Collected data
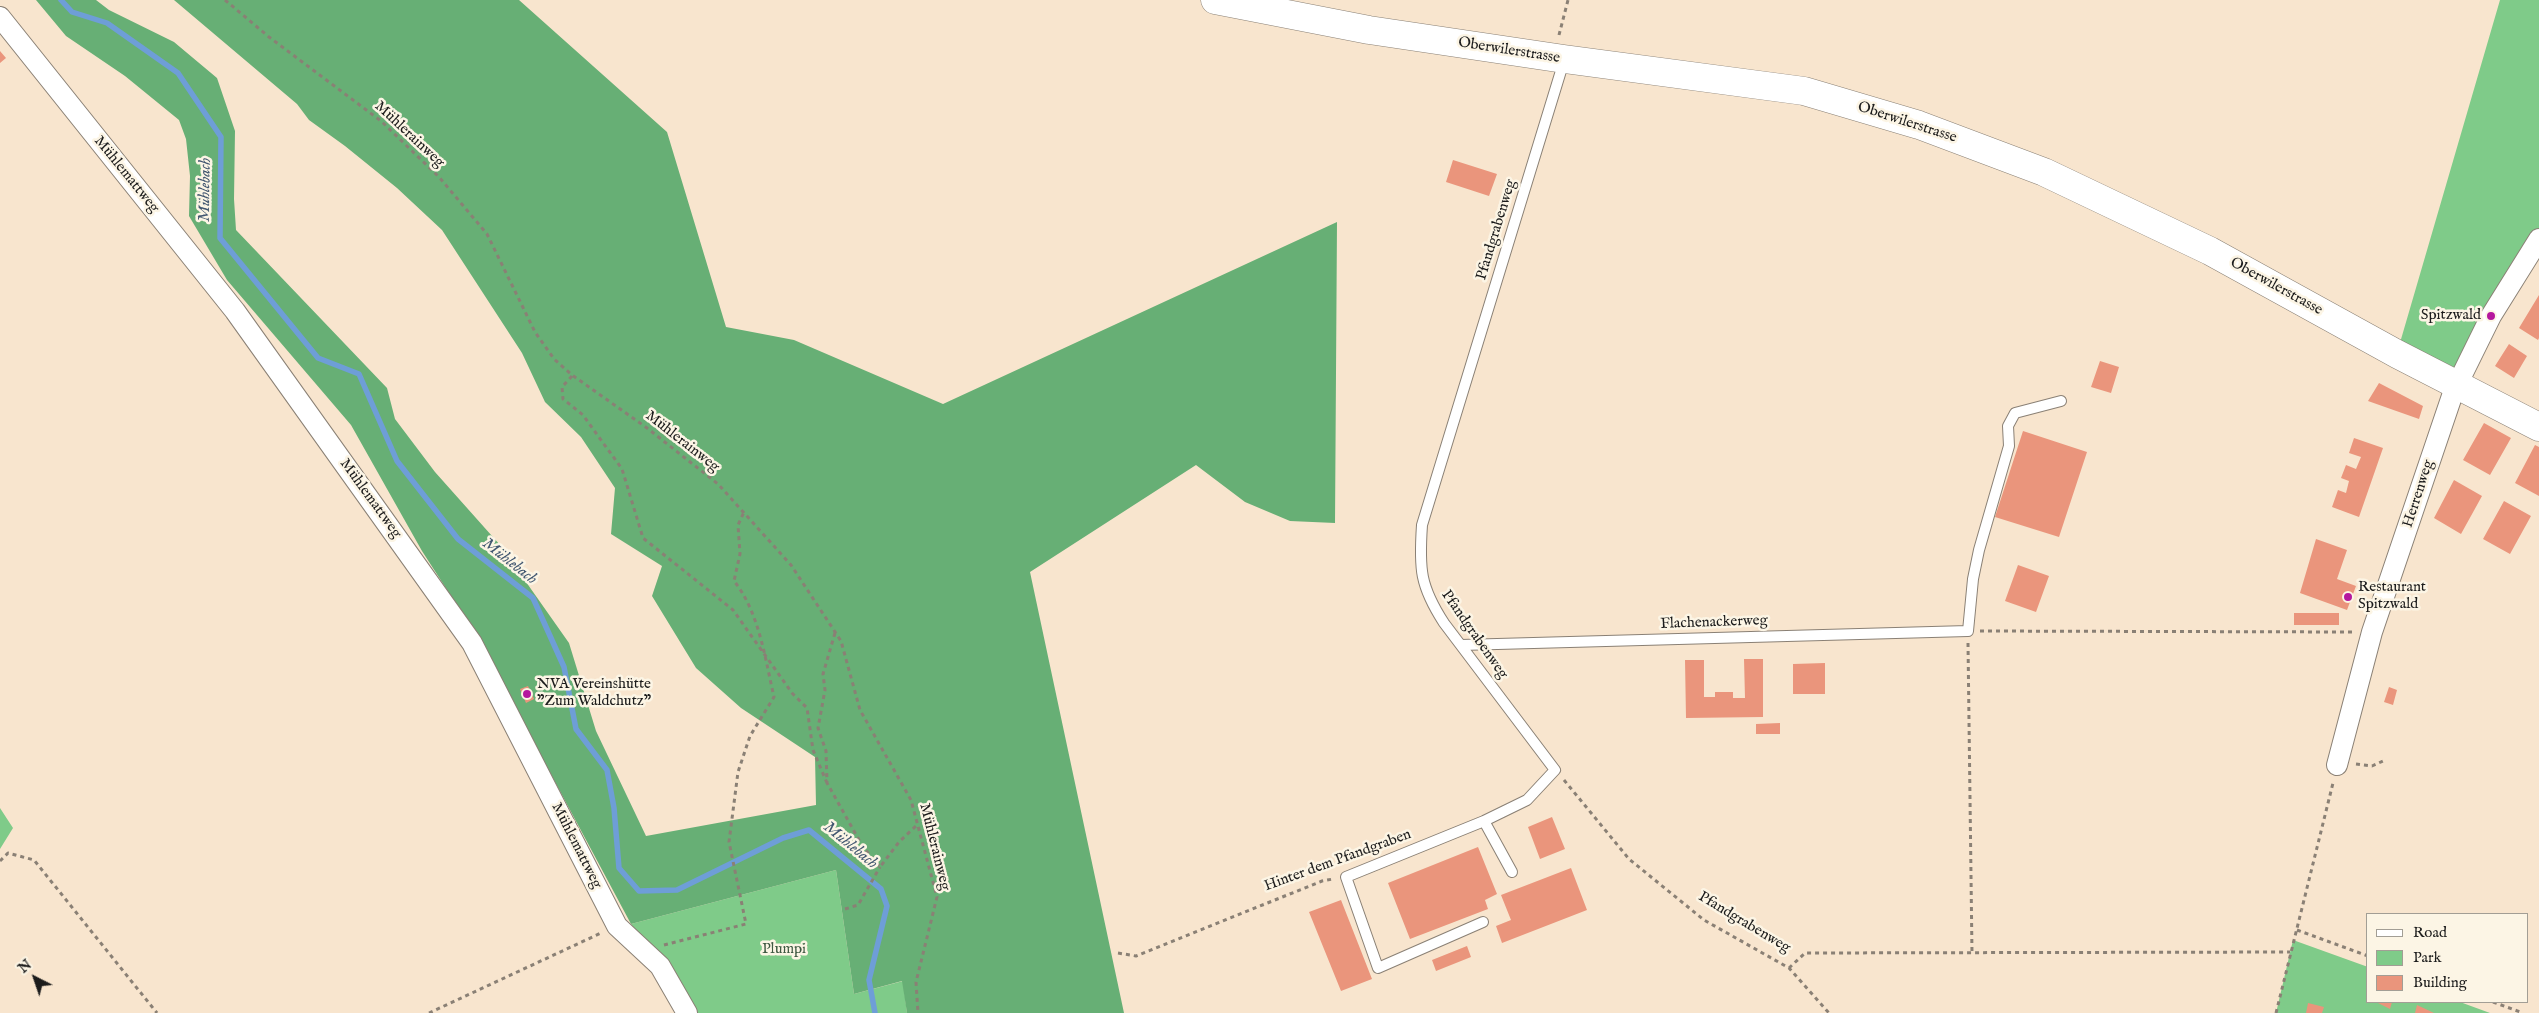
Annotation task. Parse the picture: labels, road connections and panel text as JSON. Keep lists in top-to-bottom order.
{
  "streets": {
    "street": ["Oberwilerstrasse", "Mühlemattweg", "Herrenweg"],
    "lane": ["Pfandgrabenweg", "Flachenackerweg", "Hinter dem Pfandgraben"],
    "path": ["Mühlerainweg"]
  },
  "crossings": [
    ["Oberwilerstrasse", "Pfandgrabenweg"],
    ["Oberwilerstrasse", "Herrenweg"],
    ["Pfandgrabenweg", "Flachenackerweg"],
    ["Pfandgrabenweg", "Hinter dem Pfandgraben"]
  ],
  "water": ["Mühlebach"],
  "parks": ["Plumpi"],
  "places": ["Spitzwald", "Restaurant Spitzwald", "NVA Vereinshütte \"Zum Waldchutz\""],
  "legend": ["Road", "Park", "Building"],
  "north": "top left"
}
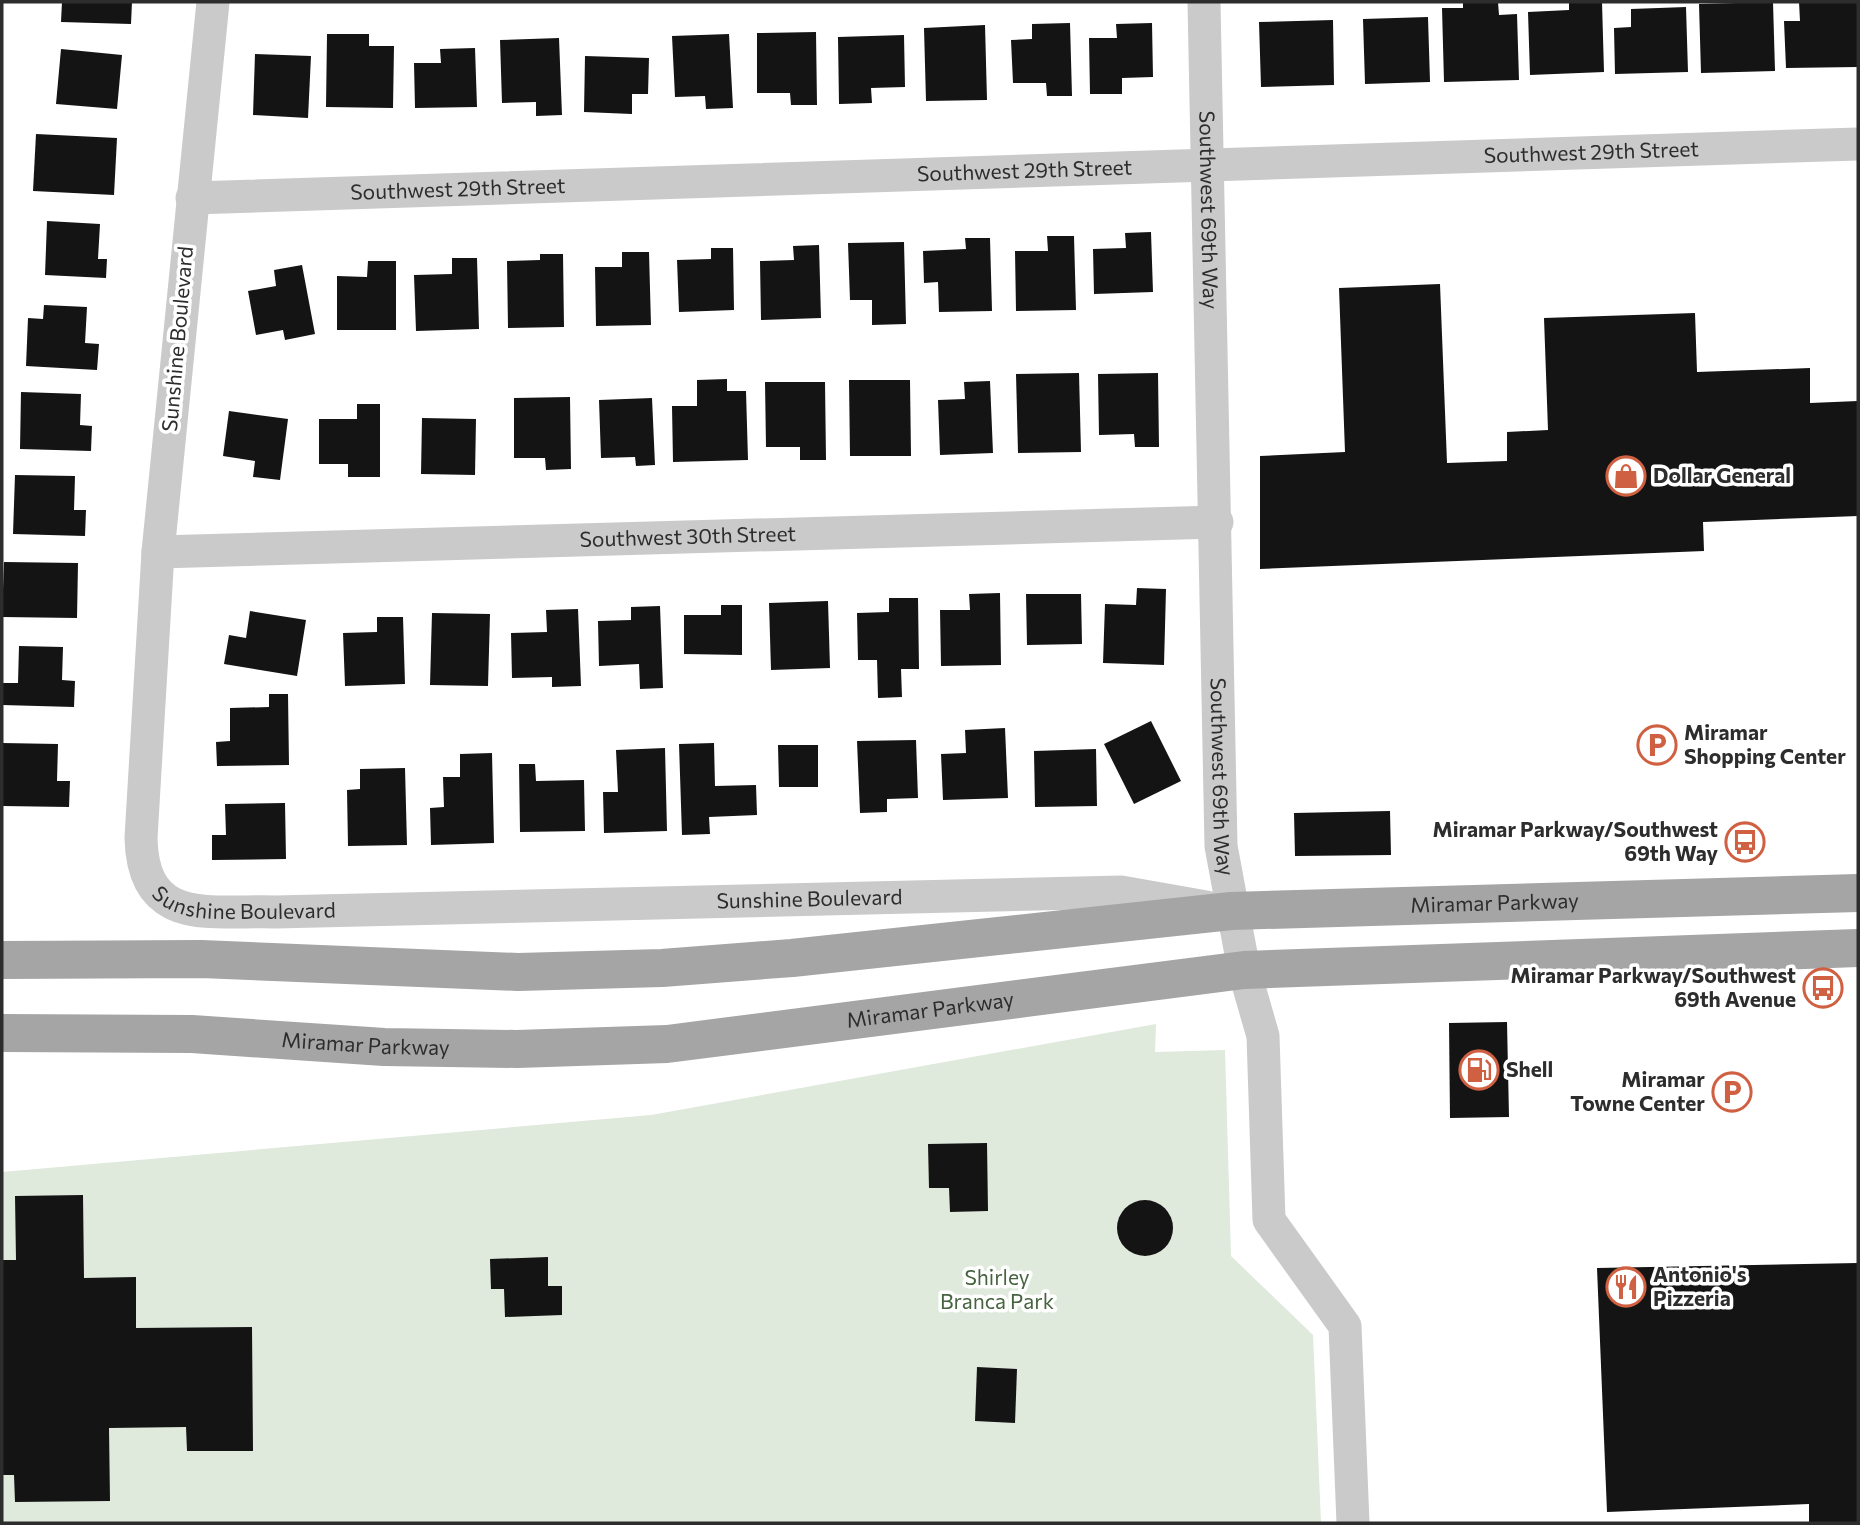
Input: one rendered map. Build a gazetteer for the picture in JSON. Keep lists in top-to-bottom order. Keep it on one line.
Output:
{"streets":{"main road":["Miramar Parkway"],"street":["Southwest 29th Street","Southwest 69th Way","Sunshine Boulevard","Southwest 30th Street"]},"crossings":[["Southwest 29th Street","Southwest 69th Way"],["Southwest 29th Street","Sunshine Boulevard"],["Southwest 69th Way","Sunshine Boulevard"],["Southwest 69th Way","Southwest 30th Street"],["Southwest 69th Way","Miramar Parkway"],["Sunshine Boulevard","Southwest 30th Street"],["Sunshine Boulevard","Miramar Parkway"]],"parks":["Shirley Branca Park"],"places":{"shop":["Dollar General"],"parking":["Miramar Shopping Center","Miramar Towne Center"],"bus stop":["Miramar Parkway/Southwest 69th Way","Miramar Parkway/Southwest 69th Avenue"],"fuel station":["Shell"],"restaurant":["Antonio's Pizzeria"]}}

* _PROBLEM TO WORK ON_
The line containing "Input: one rendered" marks where to begin; copy it and every later line exactly, through the end of the data.

* _SOLUTION FOR THIS PROBLEM_
Input: one rendered map. Build a gazetteer for the picture in JSON. Keep lists in top-to-bottom order. Keep it on one line.
Output:
{"streets":{"main road":["Miramar Parkway"],"street":["Southwest 29th Street","Southwest 69th Way","Sunshine Boulevard","Southwest 30th Street"]},"crossings":[["Southwest 29th Street","Southwest 69th Way"],["Southwest 29th Street","Sunshine Boulevard"],["Southwest 69th Way","Sunshine Boulevard"],["Southwest 69th Way","Southwest 30th Street"],["Southwest 69th Way","Miramar Parkway"],["Sunshine Boulevard","Southwest 30th Street"],["Sunshine Boulevard","Miramar Parkway"]],"parks":["Shirley Branca Park"],"places":{"shop":["Dollar General"],"parking":["Miramar Shopping Center","Miramar Towne Center"],"bus stop":["Miramar Parkway/Southwest 69th Way","Miramar Parkway/Southwest 69th Avenue"],"fuel station":["Shell"],"restaurant":["Antonio's Pizzeria"]}}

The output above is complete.